# Cateye HL-EL530



## croscoe (May 23, 2007)

Can any of you comment on this headlight? I'm not sure if it would cut it for singletrack, but would it suffice for road/fire road jaunts at night? Thanks.










https://cateye.com/en/product_detail/345


----------



## rottweiler (Jun 21, 2007)

This light is a joke. No more than a be seen light. Work ok if use as a "side - light" on halogen system.


__________________________
FS : XT 08 Crankset 170mm US$192


----------



## Dominik.M (Sep 21, 2007)

If you have some manual skills, you can break the head apart and replace original Lux I emitter with U bin SSC - then it will be quite nice lamp. Emitter gets about 280mA so you will get about 70+ lumens of light (about the same amount you can earlier get from Lux III at 700mA).
HL-EL500 Luxeon I / SSC P4 U-bin
&
HL-EL530 Luxeon I / SSC P4 U-bin


----------



## rensho (Mar 8, 2004)

People see this as worth doing; putting a P4 into a EL530? I was looking for something that is easy and has decent light, for under $100.


----------



## Dominik.M (Sep 21, 2007)

If you have this lamp already, it is the best way to use it... Some people have even 2 of these. After the upgrade, it's great commuter light.


----------



## flatland (Aug 1, 2005)

Dominik.M said:


> If you have some manual skills, you can break the head apart and replace original Lux I emitter with U bin SSC - then it will be quite nice lamp. Emitter gets about 280mA so you will get about 70+ lumens of light (about the same amount you can earlier get from Lux III at 700mA).
> HL-EL500 Luxeon I / SSC P4 U-bin
> &
> HL-EL530 Luxeon I / SSC P4 U-bin


Can you describe how to do this?
With break the headlamp you really mean break/crack the plasic at the back to reach the LED?


----------



## BBW (Feb 25, 2004)

I bought one long time ago and it is useless in its original state. The "spot" is more like an aberration, something distracting. Actually I think that the amount of light is not so bad but the reflector is the worst thing I have ever seen (SHAME CATEYE) even for a cheap light.
I have several cateye pos sitting in a drawer, they are useless. Save and buy a real light believe me.


----------



## Dominik.M (Sep 21, 2007)

Here you have : CATEYE HL-EL530 - SSC rules ! :thumbsup:


----------



## Dominik.M (Sep 21, 2007)

They don't have to shame anything - they made one of the best 1W Luxeon based lamps HL-EL500*G* - they are selling it only in Germany at the same price as they are selling international version in other countries...

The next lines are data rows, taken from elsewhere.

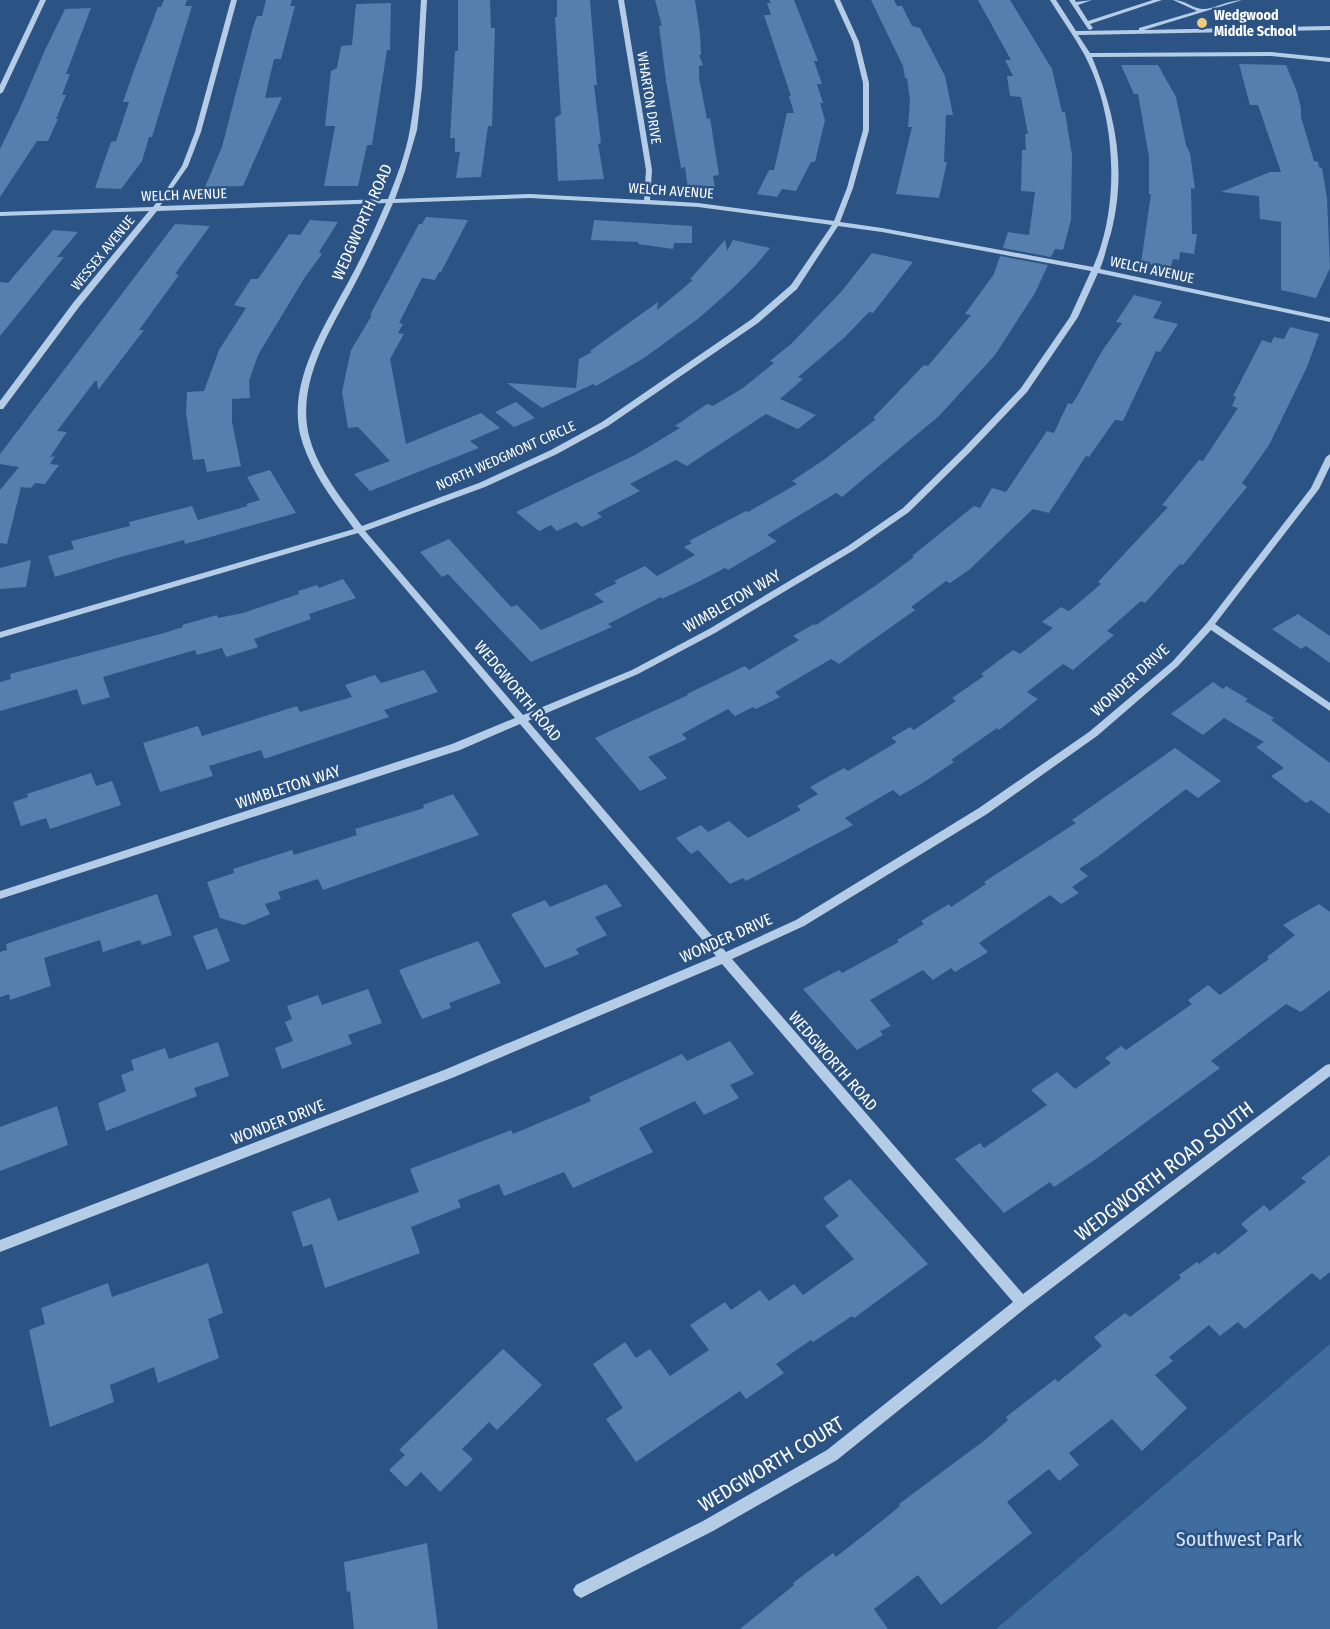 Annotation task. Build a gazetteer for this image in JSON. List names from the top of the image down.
{
  "streets": {
    "street": [
      "WHARTON DRIVE",
      "WELCH AVENUE",
      "WEDGWORTH ROAD",
      "WESSEX AVENUE",
      "NORTH WEDGMONT CIRCLE",
      "WIMBLETON WAY",
      "WONDER DRIVE",
      "WEDGWORTH ROAD SOUTH",
      "WEDGWORTH COURT"
    ]
  },
  "crossings": [
    ["WHARTON DRIVE", "WELCH AVENUE"],
    ["WELCH AVENUE", "WEDGWORTH ROAD"],
    ["WELCH AVENUE", "WESSEX AVENUE"],
    ["WELCH AVENUE", "NORTH WEDGMONT CIRCLE"],
    ["WELCH AVENUE", "WIMBLETON WAY"],
    ["WEDGWORTH ROAD", "NORTH WEDGMONT CIRCLE"],
    ["WEDGWORTH ROAD", "WIMBLETON WAY"],
    ["WEDGWORTH ROAD", "WONDER DRIVE"],
    ["WEDGWORTH ROAD", "WEDGWORTH ROAD SOUTH"],
    ["WEDGWORTH ROAD", "WEDGWORTH COURT"],
    ["WEDGWORTH ROAD SOUTH", "WEDGWORTH COURT"]
  ],
  "parks": ["Southwest Park"],
  "places": ["Wedgwood Middle School"]
}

And reflector directing most of the light on the ground is much better than oval flashlight based that is wasting 30% of the light output.

International version (there is no special version for US )








German version








German version on SSC


----------



## flatland (Aug 1, 2005)

Dominik.M said:


> Here you have : CATEYE HL-EL530 - SSC rules ! :thumbsup:


Thanks!


----------



## lucius667 (Nov 8, 2007)

Is there ANY more powerful LED MIGNON based Frontlight you can buy without modding it into a more powerful state? I mean if you can buy more powerful LEDs, there has to be an already build lamp with them?

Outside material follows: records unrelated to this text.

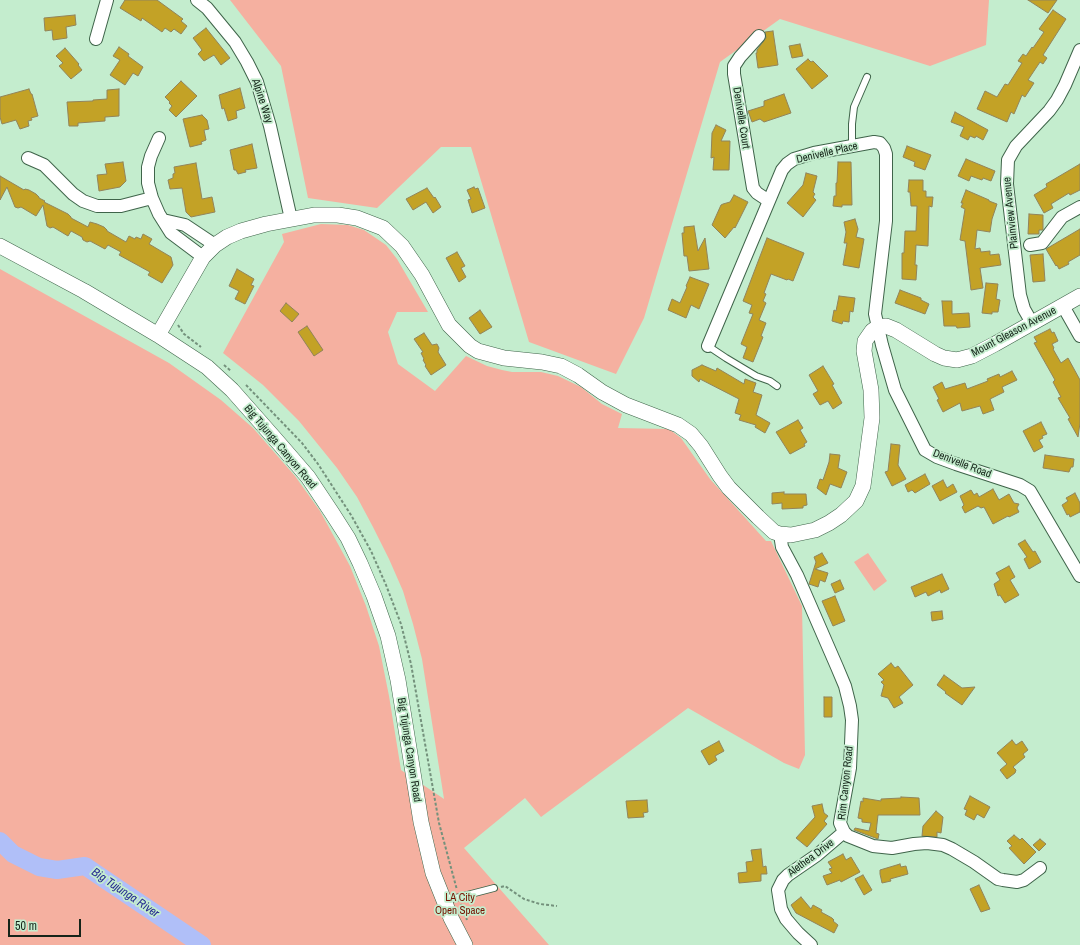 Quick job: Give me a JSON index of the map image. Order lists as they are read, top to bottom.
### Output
{
  "streets": {
    "street": [
      "Alpine Way",
      "Denivelle Court",
      "Denivelle Place",
      "Plainview Avenue",
      "Mount Gleason Avenue",
      "Big Tujunga Canyon Road",
      "Denivelle Road",
      "Rim Canyon Road",
      "Alethea Drive"
    ]
  },
  "crossings": [
    ["Denivelle Court", "Denivelle Place"],
    ["Denivelle Place", "Mount Gleason Avenue"],
    ["Denivelle Place", "Denivelle Road"],
    ["Plainview Avenue", "Mount Gleason Avenue"],
    ["Mount Gleason Avenue", "Denivelle Road"],
    ["Rim Canyon Road", "Alethea Drive"]
  ],
  "water": ["Big Tujunga River"],
  "parks": ["LA City Open Space"],
  "scale_bar": "50 m"
}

I am searching for the most powerful mignon based LED frontlight - if it is not the cateye HL-EL530...


----------



## AttilaTheHun (Oct 31, 2007)

*Much obliged*

I want to thank all of you folks for the very helpful posts on this conversion. I have one of these Cateye's, and was inspired to replace the LED as you suggested. Mind you, I have almost no electronics knowledge or experience. I figured that this project would be a good test case to see whether I want to try to build my own light one of these days.

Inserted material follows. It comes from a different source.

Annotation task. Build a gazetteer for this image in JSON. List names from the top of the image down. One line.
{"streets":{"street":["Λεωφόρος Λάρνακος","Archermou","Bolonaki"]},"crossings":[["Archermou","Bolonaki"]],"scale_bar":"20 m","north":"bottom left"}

The Cateye conversion went swimmingly! I bought 2 SS4 emitters on the assumption that I'd fry one of them in the process (which I didn't do). Before the fact, my family voted 3 to 0 against my being able to get the thing working after I glued it together, but it worked quite nicely. I proved them wrong (but got no apologies)! I now have a much brighter (SS4) hot-rodded Cateye. I feel silly trying to give suggestions or advice, being such a neophyte, but I'd like to contribute something, so here are my observations:
1. For desoldering, I have tried a little vacuum pump made for that purpose, and desoldering braid. The braid works much better.
2. My meter's continuity tester does light up the SS4, and that's the only way I could figure out which lead on the emitter was + and which was -.
3. I used an ice cube as an extended heatsink when soldering, but I think it was unnecessary. 
4. It looks to me like these LED's are more robust than I feared, as far as heat from a soldering iron. I took my sweet time desoldering the old LED, and to my surprise even that didn't fry it. The old one still lights up on my meter.
5. Based on some of the concerns I saw posted regarding superglue, I used a dual compound plastic epoxy from Murray's auto. It seemed to work nicely, but it stunk to high heaven. I do not see any matting or distortion on the LED, so as far as I can tell there was no damage.

Once again, I really admire the torchbearers and ground breakers. I never would have had the guts to be the first one to crack open the EL530, but somebody else did it, and many have subsequently benefited. Thanks everyone.


----------